His Honour rejected both of these submissions, finding that there was no guarantee that a test case would result in Bell applying the result to other analogous cases and binding the class, and that the same commonality that made this case an appropriate test case also made it an appropriate class action. Further, it was Bell’s evidentiary burden to establish that an alternative procedure would be preferable to a class action. In the absence of evidence from Bell about the length of time, difficulty, ease of enforcement, or procedures to be completed under an OSFI proceeding, Justice Morgan did not accept that a regulatory procedure was preferable to a class action.

Finally, the representative Plaintiff put forward a workable litigation plan, and was fully engaged in the litigation. Accordingly, all five elements of the certification test were satisfied.

Summary Judgment and the Legally Induced “Comma”

Having certified the action as a class proceeding, Justice Morgan turned to analyzing the merits of the case on the Plaintiff’s motion for summary judgment.

This case was not the first time that a comma had left lawyers and litigants scratching their heads: “[d]espite their physically small stature, commas have created controversy in important places.” His Honour noted that “the comma, it would seem, can mean everything or nothing in a sentences statutory provision, or contractual clause,” and reviewed other cases in which a single comma took centre stage: “[e]ven for lawyers the dispute was a painfully technical one.”[6]
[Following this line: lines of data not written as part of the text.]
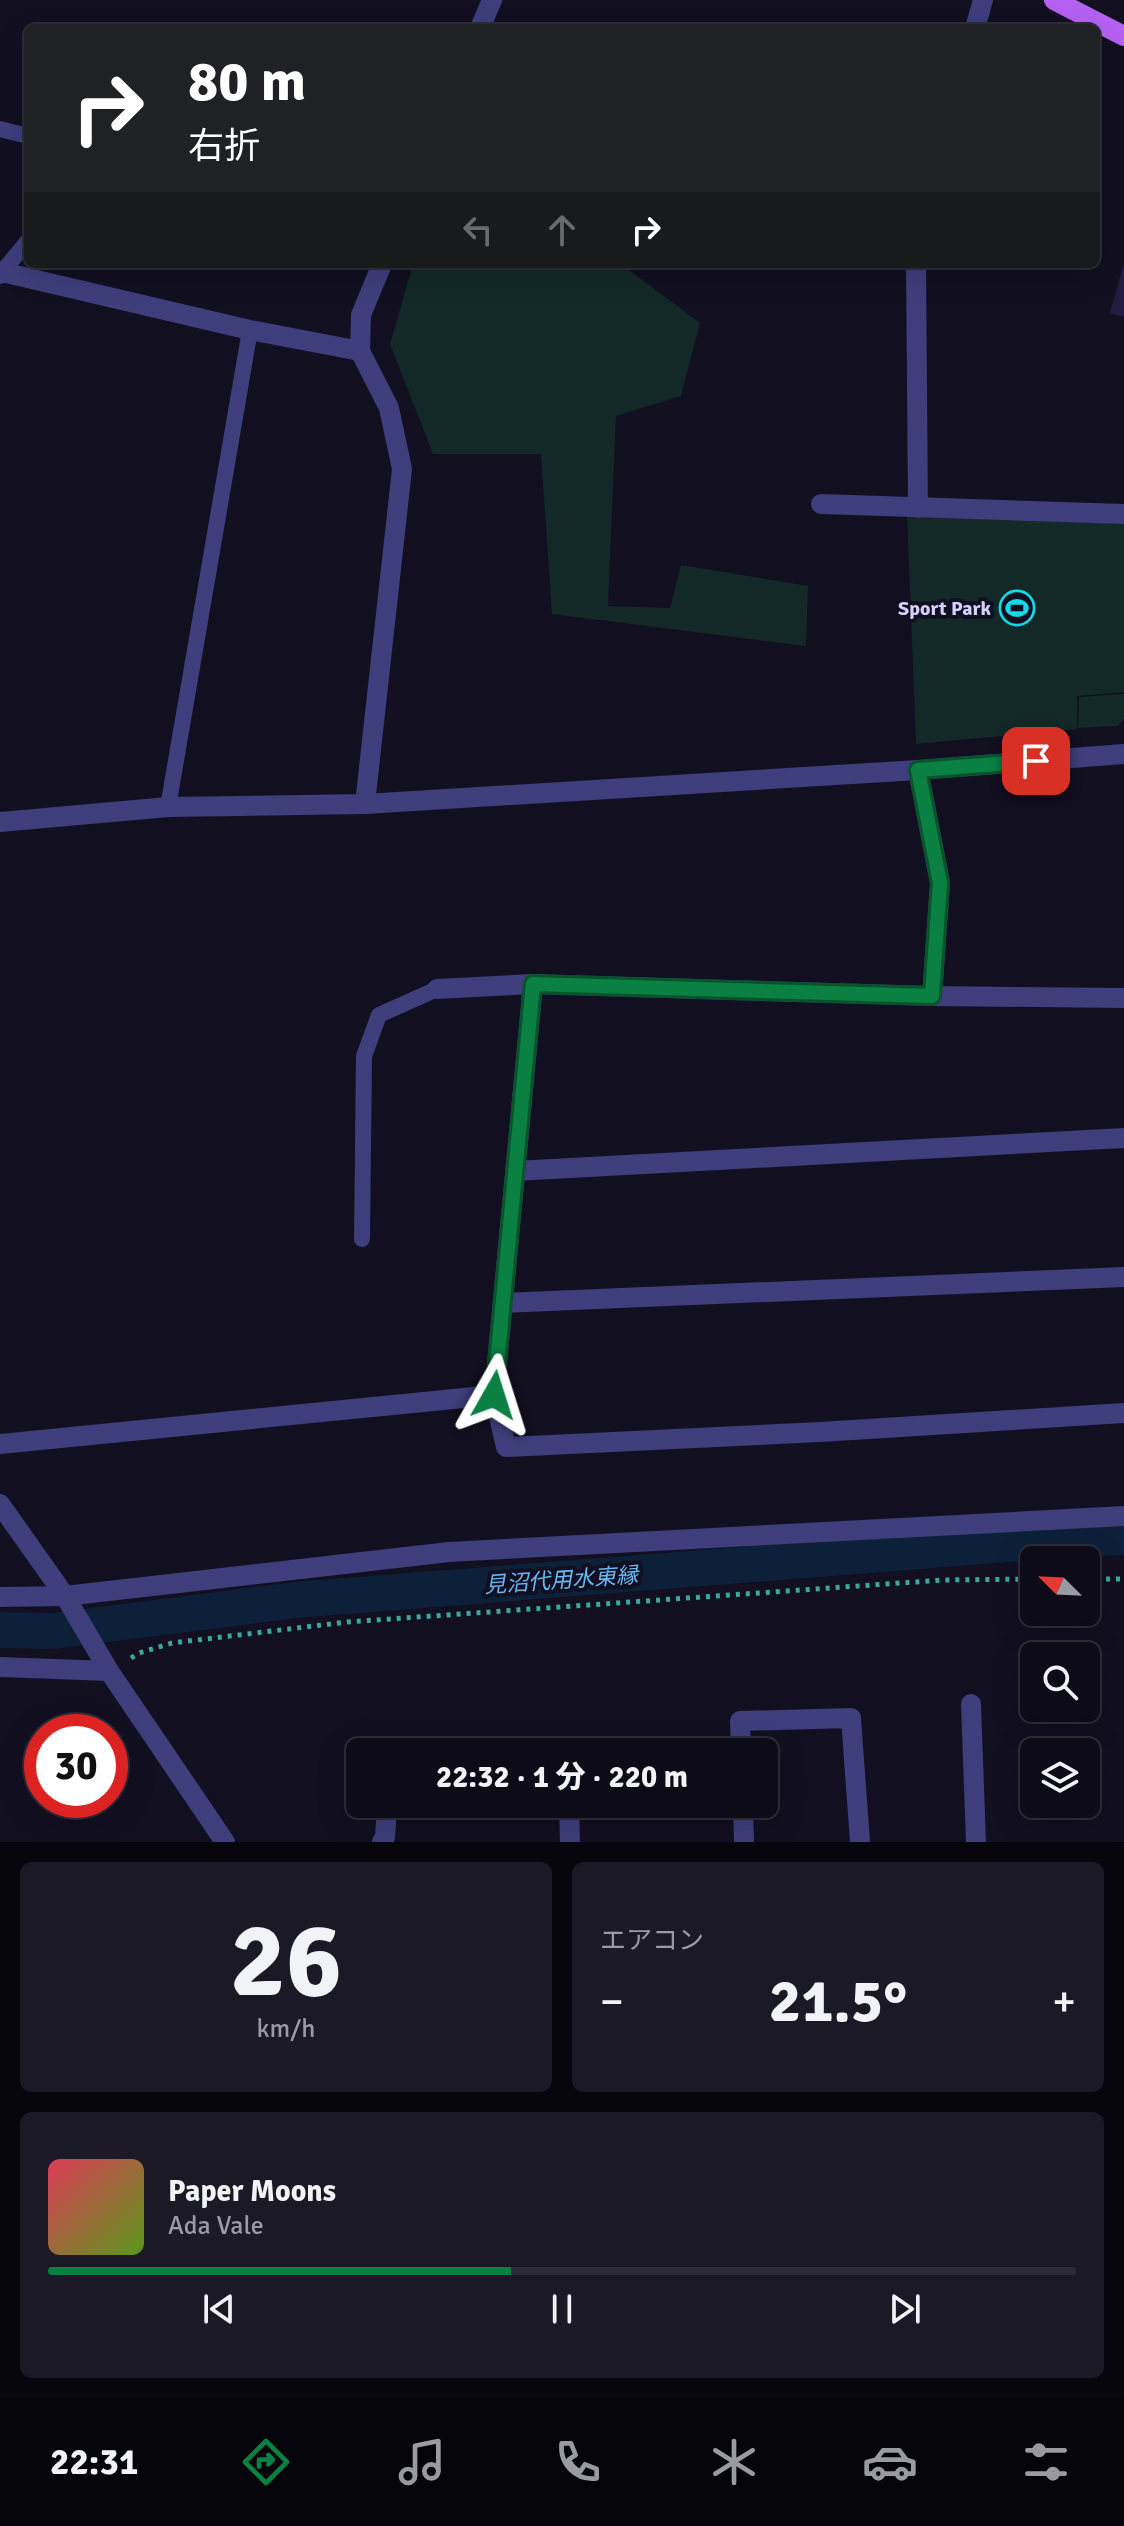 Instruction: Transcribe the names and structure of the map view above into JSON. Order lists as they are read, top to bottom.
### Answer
{
  "water": ["見沼代用水東縁"],
  "places": {
    "sports": ["Sport Park"]
  },
  "north": "top left",
  "page": {
    "turn": ["80 m", "右折"],
    "limit": "30",
    "trip": "22:32 · 1 分 · 220 m",
    "tile": [
      ["26", "km/h"],
      "エアコン"
    ],
    "heat": ["−", "21.5°", "+"],
    "song": ["Paper Moons", "Ada Vale"],
    "tabs": "22:31"
  }
}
His Honour embarked on a contractual interpretation exercise which pitted the “series qualifying rule” (in which a modifier that comes at the end of a series of nouns or verbs, with a comma separating the modifier from the rest of the series, applies to the entire series) against modern rules of interpretation (including the principle that a particular clause should be considered in conjunction with other relevant clauses).

Turning back to s. 1.29 in the Plan, Bell took the position that the modifier “as determined by Statistics Canada” applied only to the CPI rate. It argued that it was required to independently determine the annual percentage increase using the specific directions set out in the Plan, including the rounding rules in s. 8.7 which directed that “[a]ll percentage increases shall be rounded to the nearest 2 decimal points” and then rounded to a whole number. The parties were in agreement that the percentage increase over the previous year was 1.49371%. Bell’s interpretation resulted 1.49371% being rounded to 1.49% (two decimal points), and then to the nearest whole number of 1%.

The Plaintiff’s theory was that the modifier “as determined by Statistics Canada” applied to both the CPI rate and the percentage increase. Statistics Canada had rounded 1.49371% one decimal point to 1.5%. When Statistics Canada’s increase of 1.5% was rounded to a whole number, the result was a 2% increase.

However, Bell Canada called evidence showing that the Plaintiff’s methodology could never yield a figure with more than two decimal points. Bell Canada argued that such an interpretation would render the provision requiring percentages to be rounded to two decimal points meaningless.

Despite the general policies favouring employees and pensioners, and doctrines of contractual interpretation that favour the non-drafting party (the contra proferentem rule), Justice Morgan found “there is no rule of interpretation that would implement a version of the Plan that renders it partly meaningless.” His Honour, relying on the Supreme Court of Canada’s decision in Tercon, determined that the Plan could not be interrupted so as to “effectively gut” a key aspect of the calculation process.[7] Instead, His Honour applied the appellate level guidance directing courts to give meaning to the entire agreement, and to reject interpretations that would render one of the terms in the agreement ineffective.[8]

Accordingly, the calculation of the 2017 annual percentage increase as required by s. 1.29 of the Plan was done correctly by Bell, justifying the 1% increase applied by Bell. Having given the pensioners the benefit of the 1% increase, there was no breach of any of the duties owed to the Plaintiff and to all class members.

And as for the rogue comma, His Honour concluded “it was likely punctuated that way unconsciously; I do not believe it was a legally induced comma.”[9]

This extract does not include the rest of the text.